Recently during Diwali my wife prepared yummy rasagullas for the first time in her life. She nowadays try out something novel in the kitchen. She sometimes cook North – Indian Cuisines, sometimes Chineese and of course South Indian Cuisines. One thing she ensures is her own midas touch in it. She don’t believe in standardisation of taste but wants to try all type of cuisines. My wife is just a testament of the modern women in India. The consumer (read women) of today believe in convenience cooking. Thanks to the grandmother “google’ which assists you with a myriad collection of recipes. This idea of convenience cooking is now familiar not only with urban women but also with rural counterparts. Most important is that she seldom buy Ready – to – Eat stuff from the stores. (Idea courtesy: book titled “Super Marketwala” by Damodar Mall)
The food – culture in India is quite different from others. The ethnic cuisines change every 300 km. The Chinese dishes of India never taste Chinese but Chindian (Read. The dishes will have an Indian touch in it). The noodles which we sell in India is truly an Indianised version. Thus selling a food product among Indian consumer is never a cakewalk. However, making this challenge as an opportunity a handful of companies are operating in the instant food market in India. Noodles was the first product to be launched in this category in which Nestle Maagi is the undisputed leader.
Ching’s secret launched in the year 2001 was the first in the processed food industry to launch Hakka Chinese sauces, noodles, seasonings and soups. Since there was heavy competition in the noodles category they entered this segment late. All these products have a chindian taste (positioning). The product is targeted to people in the age group of 18-25 who prefer spicy flavours (Read Demographic segmentation). The pricing is somewhat 50% more than the competitors (Premium Pricing) in the case of noodles, while playing with the price point is gave Ching’s Secret the edge(at ₹10 a pack, it is just a third of what Knorr charges).

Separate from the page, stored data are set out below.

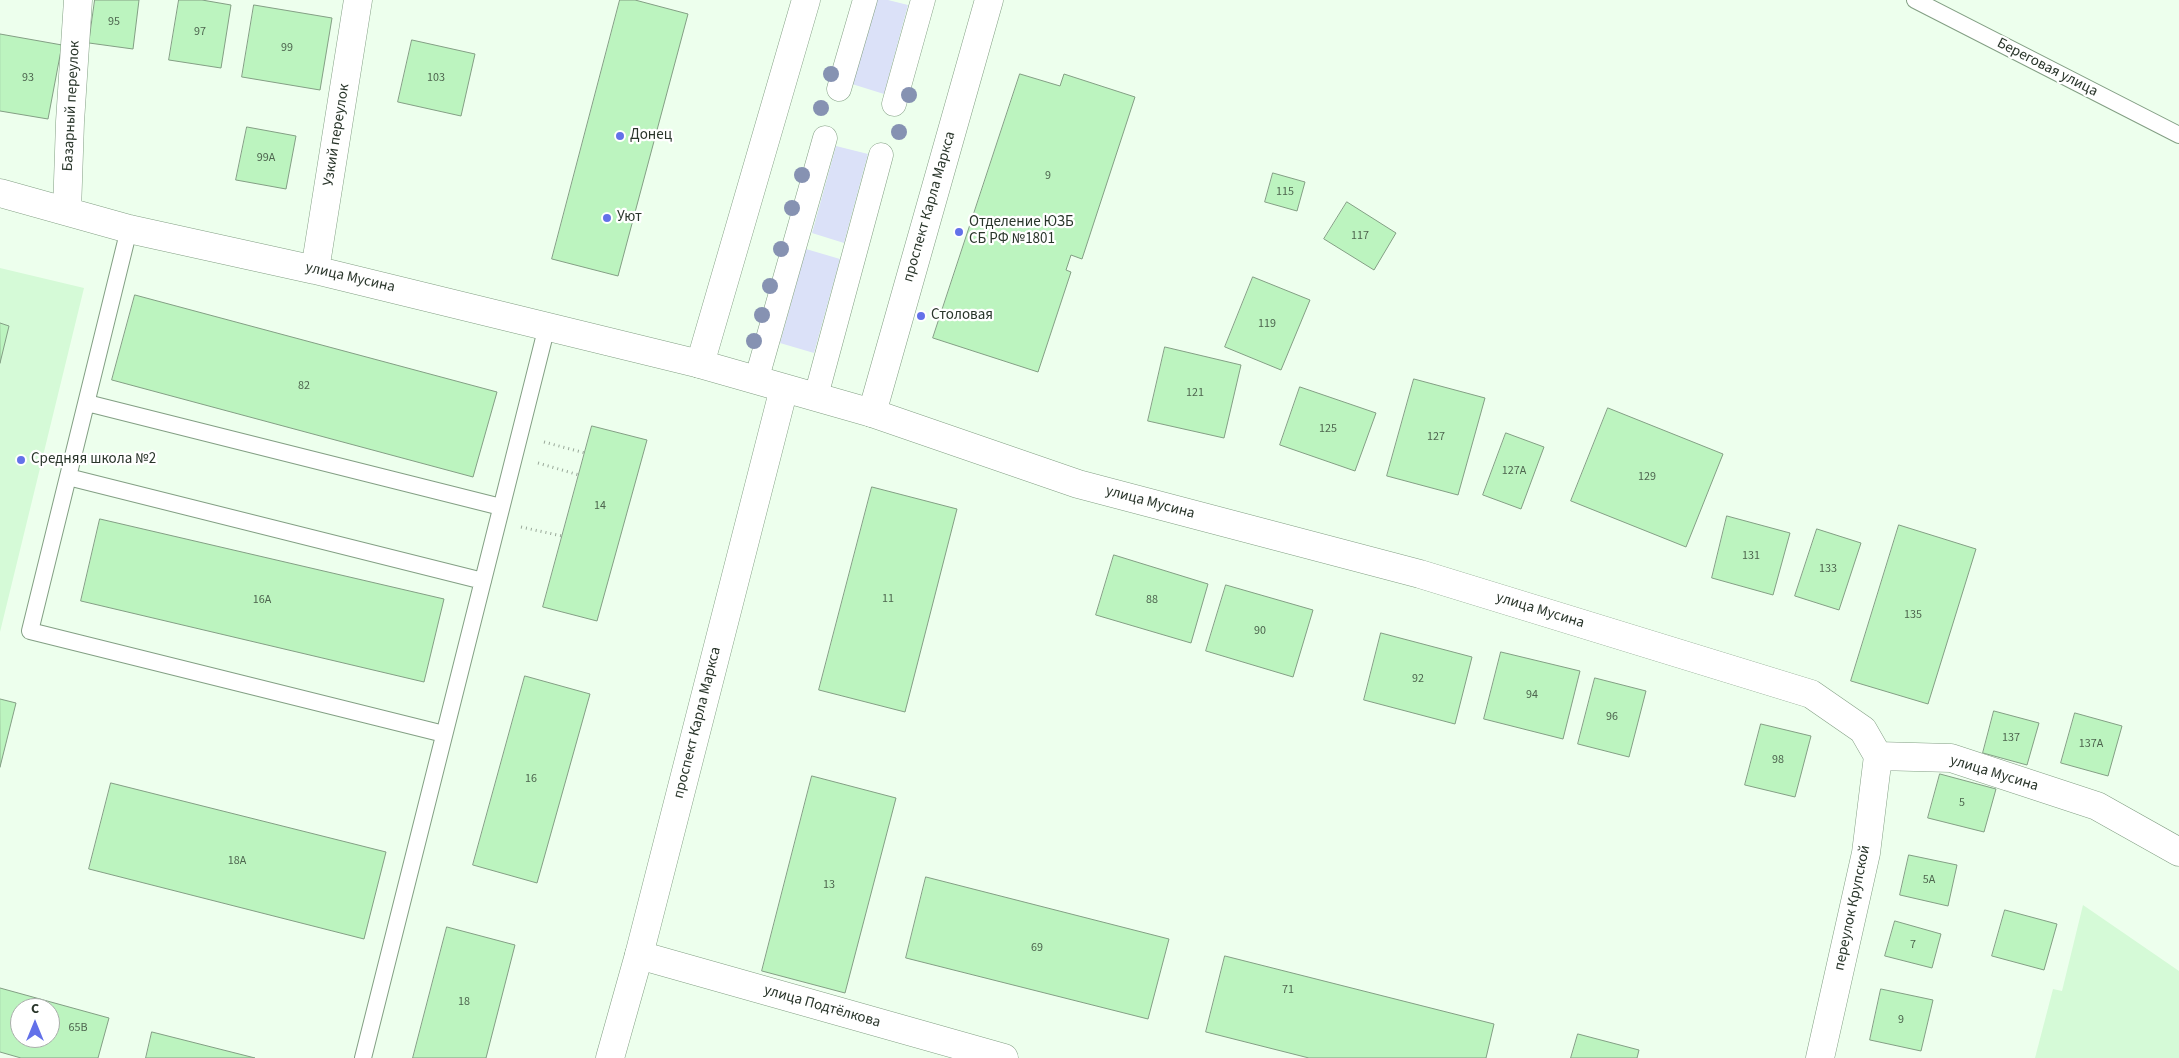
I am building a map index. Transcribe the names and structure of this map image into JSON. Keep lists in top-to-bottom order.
{
  "streets": {
    "street": [
      "Базарный переулок",
      "Узкий переулок",
      "проспект Карла Маркса",
      "улица Мусина",
      "переулок Крупской",
      "улица Подтёлкова"
    ],
    "lane": ["Береговая улица"]
  },
  "crossings": [
    ["Базарный переулок", "улица Мусина"],
    ["Узкий переулок", "улица Мусина"],
    ["проспект Карла Маркса", "улица Мусина"],
    ["проспект Карла Маркса", "улица Подтёлкова"],
    ["улица Мусина", "переулок Крупской"]
  ],
  "places": [
    "Донец",
    "Уют",
    "Отделение ЮЗБ СБ РФ №1801",
    "Столовая",
    "Средняя школа №2"
  ],
  "house_numbers": [
    "95",
    "97",
    "99",
    "93",
    "103",
    "99А",
    "9",
    "115",
    "117",
    "119",
    "82",
    "121",
    "125",
    "127",
    "127А",
    "129",
    "14",
    "131",
    "133",
    "11",
    "16А",
    "88",
    "135",
    "90",
    "92",
    "94",
    "96",
    "137",
    "137А",
    "98",
    "16",
    "5",
    "18А",
    "5А",
    "13",
    "7",
    "69",
    "71",
    "18",
    "9",
    "65В"
  ],
  "north": "top"
}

There was innovation is distribution also. Ching’s was launched initially in modern outlets as the consumer profile matches with the product. Later it was extended to general stores. Thus moved from urban to the rural hinterlands. Demonstrations at retail outlets, in offices and at different exhibitions were used to familiarise the products. Later when the sales increased they started concentrating on making the product visible. The company also expanded overseas and now the overseas sale is also a major contributor to the revenue figures.
Knowing your consumer and developing a deal (product) can make a company relevant in the market.